The season of Advent, which started yesterday with the first Sunday of Advent, is the season of ‘already but not yet’ a season to wait. There can be many different emotions connected to waiting, feelings of dread, or impatience to excitement. The waiting of the Advent season is to wait in joyful hope for the coming of Christ. We know that the presence of Jesus is already amongst us but has promised to come again. The image of a pregnant Mary waiting to give birth is a beautiful metaphor for the longing, the imagining the anticipating that Advent represents. As we wait in expectation, it is a time to prepare our hearts, just as we prepare our homes for the Christmas feast. Yesterday’s second reading gives us some advice on how to do this. St Paul in his letter to the Thessalonians wrote, ‘make more and more progress in the kind of life you were meant to live: the life that God wants, as you learnt from us, and as you are already living it.’ This statement reminds us that this is within our reach. An Advent way of life is simple and yet profound. We are called to look for the seeds of hope in the smallest moments, the darkest times, the most challenging situations. We are called to free ourselves from all that would distract us from recognising God’s grace at work in our lives. This can be so difficult at this time when we are tired from the year just been and yet there still seems so much to do. Advent rituals, moments of daily pause or prayer, and acts of kindness to others are when we can make room for God to turn the ordinary into extraordinary.
Finally, I share with you this Advent reflection which I feel has a powerful message about opening our hearts and minds to be ready.
One year during Advent, our parish priest invited us to write down on a slip of paper a word that named something that is keeping us from getting closer to God. He suggested it might be a fear, a resentment, or an attitude that shuts us off from the love God so wants to give. We were to fold the paper over a few times, grasp it tightly in one hand, and make a fist around it while he began to preach on the Scripture readings.
After a minute, my hand began to ache. At two minutes, my hand grew numb. At three minutes, the hand started shaking uncontrollably. He told us to open our hands. I found how hard it was to do that. After grasping the piece of paper so tightly, my hand had stiffened and seemed to have a mind of its own.

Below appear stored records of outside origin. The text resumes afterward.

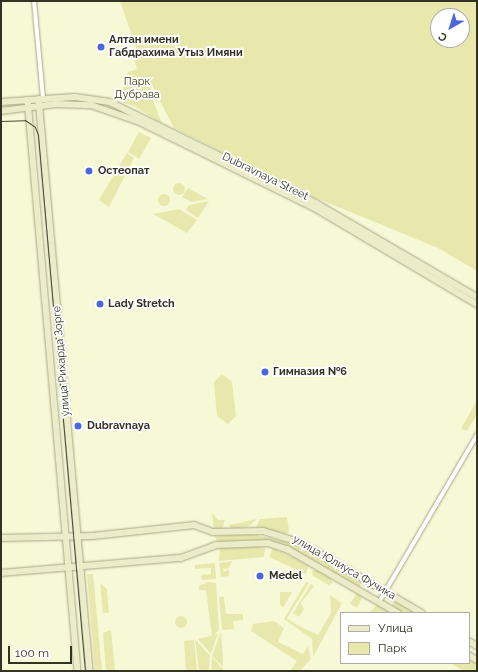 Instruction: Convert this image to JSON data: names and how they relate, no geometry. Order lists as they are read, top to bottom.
{
  "streets": {
    "street": ["Dubravnaya Street", "улица Рихарда Зорге", "улица Юлиуса Фучика"]
  },
  "crossings": [
    ["Dubravnaya Street", "улица Рихарда Зорге"],
    ["улица Рихарда Зорге", "улица Юлиуса Фучика"]
  ],
  "parks": ["Парк Дубрава"],
  "places": [
    "Алтан имени Габдрахима Утыз Имяни",
    "Остеопат",
    "Lady Stretch",
    "Гимназия №6",
    "Dubravnaya",
    "Medel"
  ],
  "legend": ["Улица", "Парк"],
  "scale_bar": "100 m",
  "north": "bottom left"
} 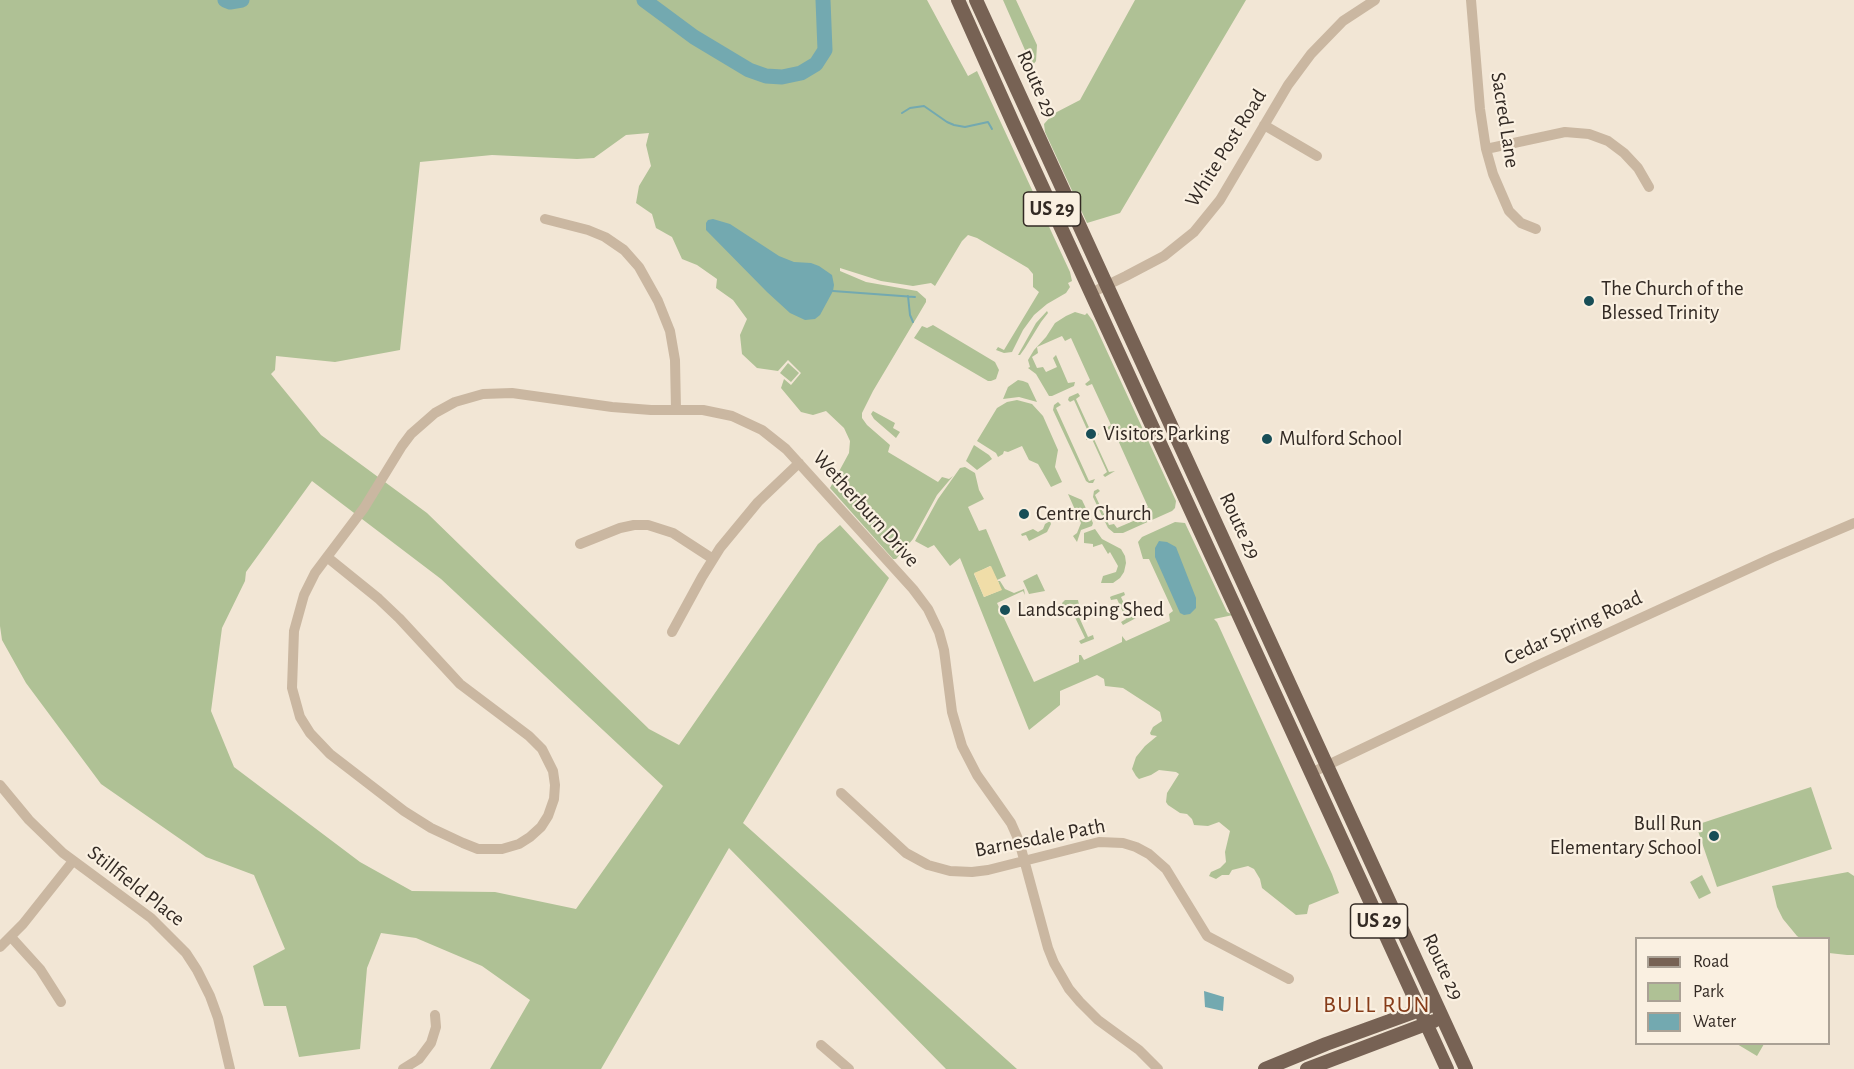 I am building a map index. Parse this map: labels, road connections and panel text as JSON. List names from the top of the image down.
{
  "streets": {
    "main road": ["Route 29", "US 29"],
    "street": [
      "Sacred Lane",
      "White Post Road",
      "Wetherburn Drive",
      "Cedar Spring Road",
      "Barnesdale Path",
      "Stillfield Place"
    ]
  },
  "crossings": [
    ["Route 29", "White Post Road"],
    ["Route 29", "Cedar Spring Road"],
    ["Wetherburn Drive", "Barnesdale Path"]
  ],
  "districts": ["BULL RUN"],
  "places": [
    "The Church of the Blessed Trinity",
    "Visitors Parking",
    "Mulford School",
    "Centre Church",
    "Landscaping Shed",
    "Bull Run Elementary School"
  ],
  "legend": ["Road", "Park", "Water"]
} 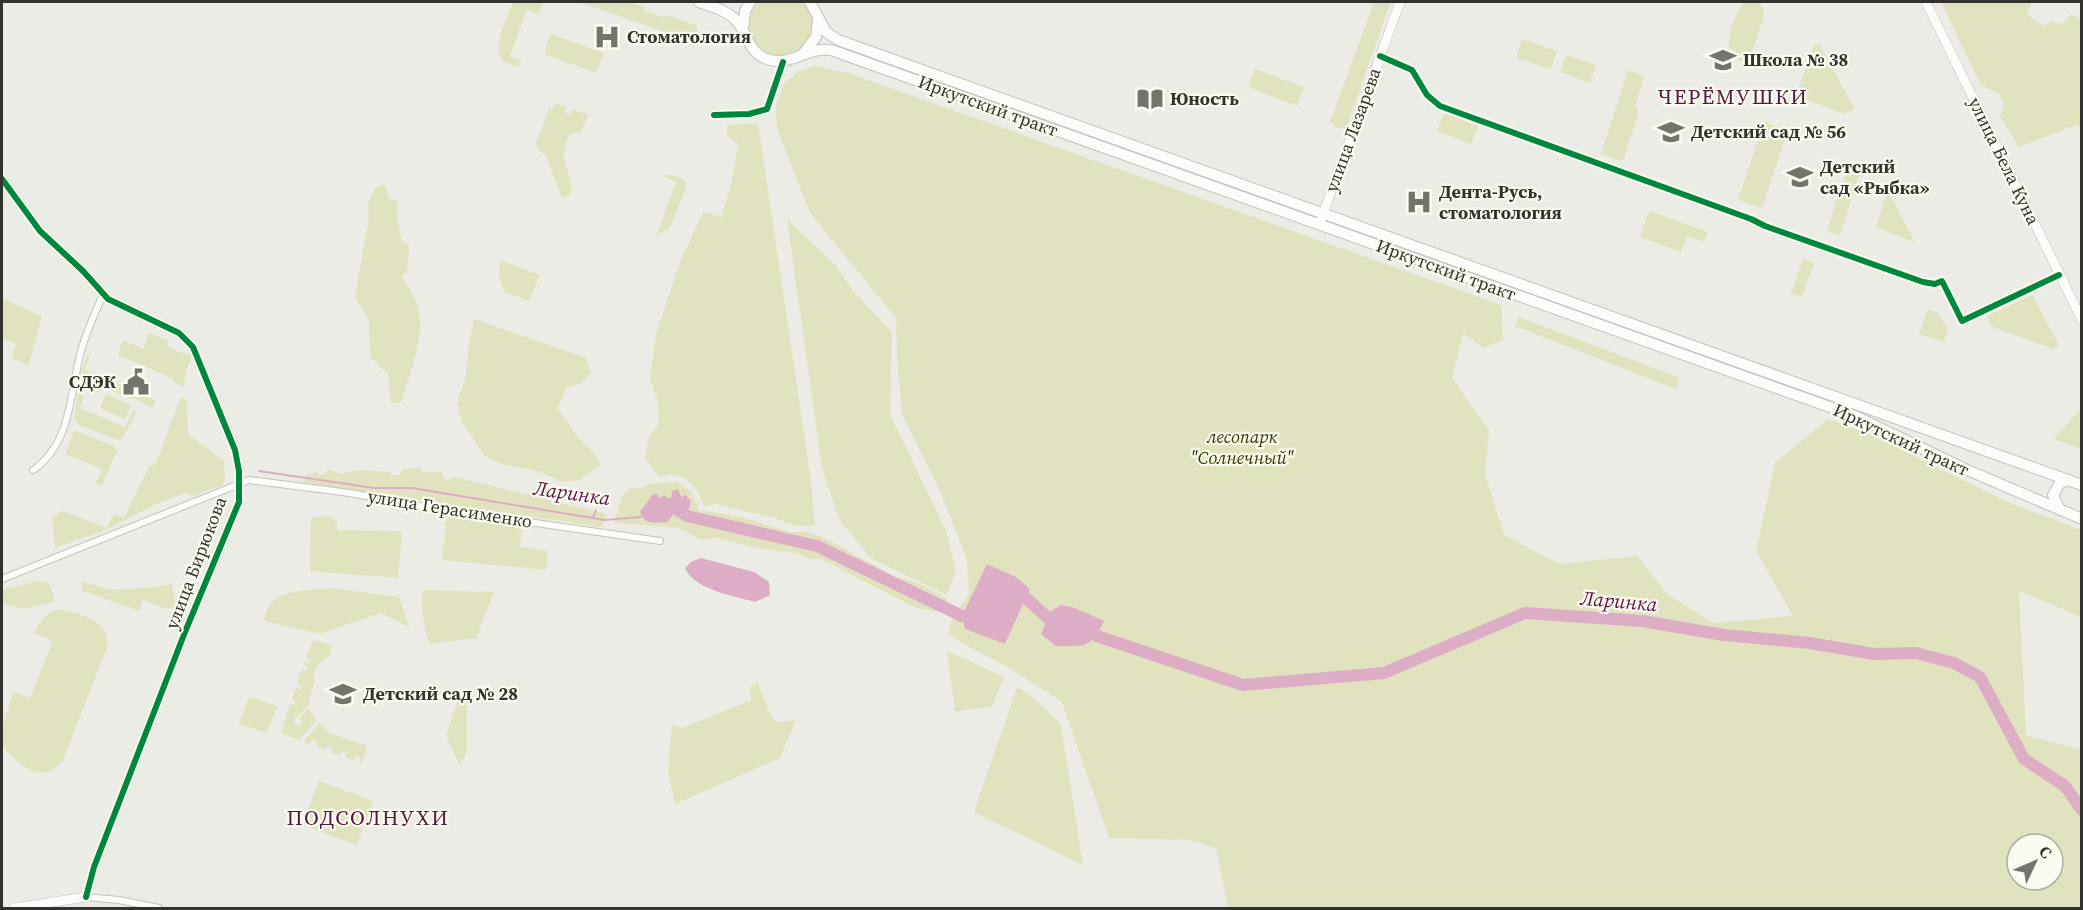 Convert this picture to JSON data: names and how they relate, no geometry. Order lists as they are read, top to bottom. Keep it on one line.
{"streets":{"main road":["Иркутский тракт"],"street":["улица Лазарева","улица Бела Куна","улица Герасименко","улица Бирюкова"]},"crossings":[["Иркутский тракт","улица Лазарева"],["улица Герасименко","улица Бирюкова"]],"districts":["ЧЕРЁМУШКИ","ПОДСОЛНУХИ"],"water":["Ларинка"],"parks":["лесопарк \"Солнечный\""],"places":{"hospital":["Стоматология","Дента-Русь, стоматология"],"school or university":["Школа № 38","Детский сад № 56","Детский сад «Рыбка»","Детский сад № 28"],"library":["Юность"],"public building":["СДЭК"]},"north":"top right"} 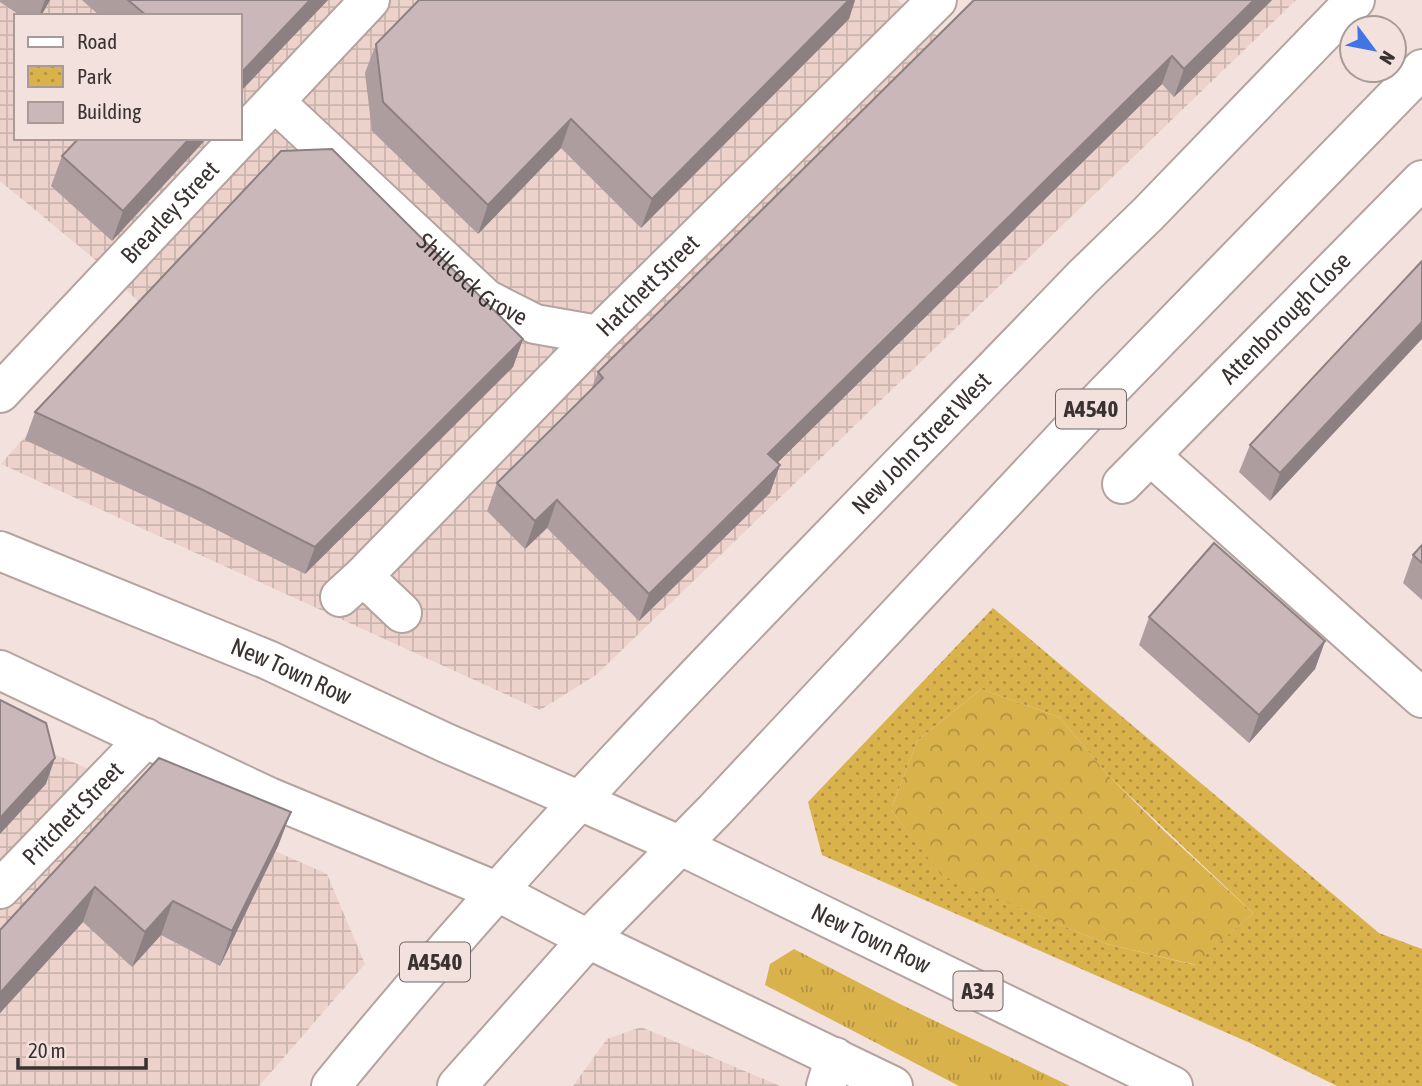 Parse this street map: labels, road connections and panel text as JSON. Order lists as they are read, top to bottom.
{
  "streets": {
    "main road": [
      "Brearley Street",
      "Shillcock Grove",
      "Hatchett Street",
      "Attenborough Close",
      "A4540",
      "New John Street West",
      "New Town Row",
      "Pritchett Street",
      "A34"
    ]
  },
  "crossings": [
    ["Brearley Street", "Shillcock Grove"],
    ["Shillcock Grove", "Hatchett Street"],
    ["A4540", "New John Street West"],
    ["A4540", "New Town Row"],
    ["A4540", "A34"],
    ["New John Street West", "New Town Row"],
    ["New John Street West", "A34"],
    ["New Town Row", "A34"]
  ],
  "legend": ["Road", "Park", "Building"],
  "scale_bar": "20 m",
  "north": "bottom right"
} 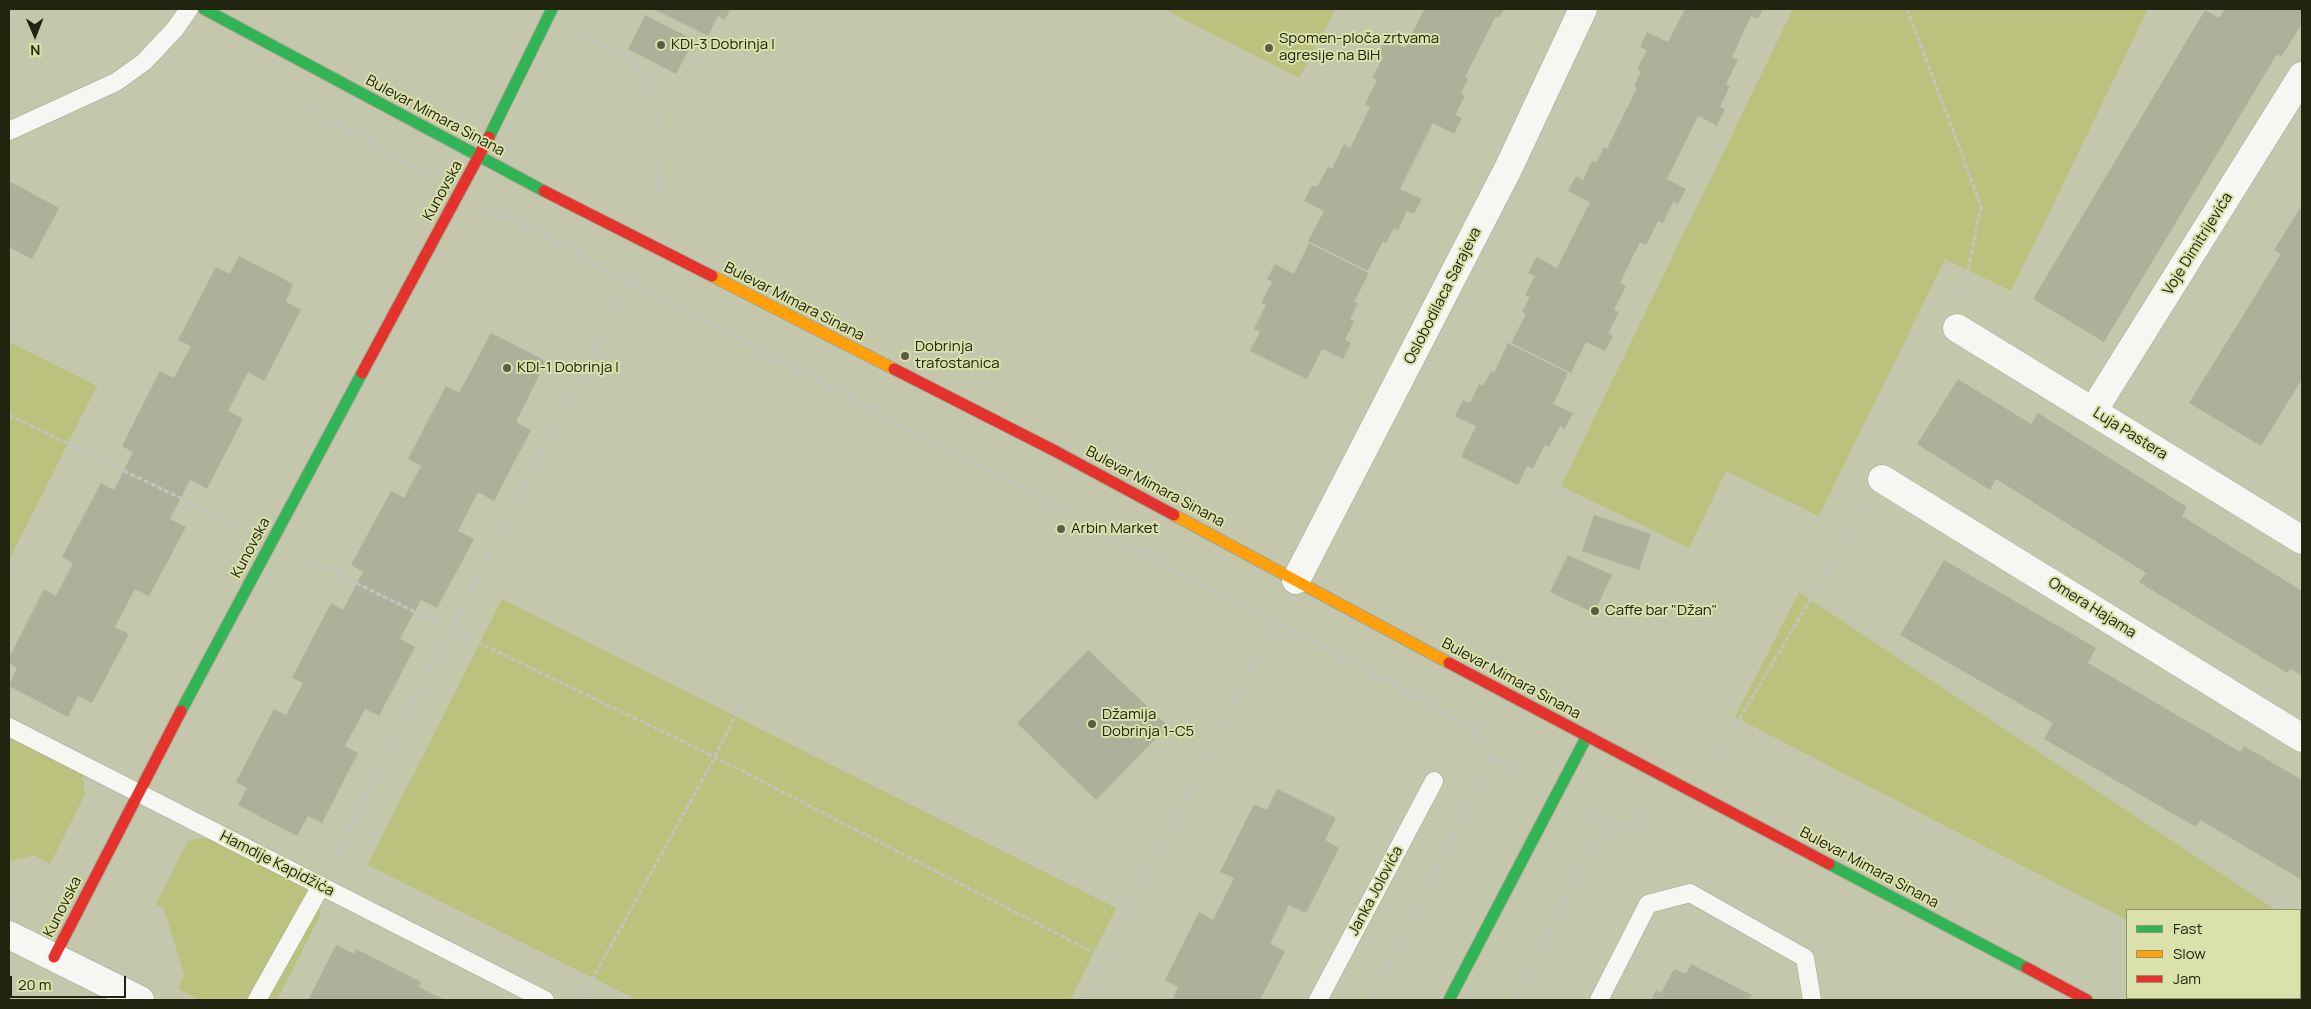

I can’t remember what else he said that day, but I have never forgotten that lesson. Hold on to resentment, fear, or bad attitude long enough and you will become paralysed.
As I begin Advent every year now, I start with the realisation that I need to let go of any and all spiritual impediments I’m hanging onto. Advent is a time of receiving. It’s hard to receive if your hands are clasped shut. So I begin Advent once again with this prayer: Holy Spirit of God, open my hands, my eyes, my ears, all my senses, and all of my heart so I will be ready to receive your Advent blessings.
And then I sit there in the Advent darkness, my hands open before me, waiting on God.
As we come to the end of the year we have marked this time with some of our own rituals including our annual awards celebration including a College Captains’ handover and a belated Brigidine Day. During our Brigidine Day liturgy, we will acknowledge and farewell staff who will be leaving us at the end of the year.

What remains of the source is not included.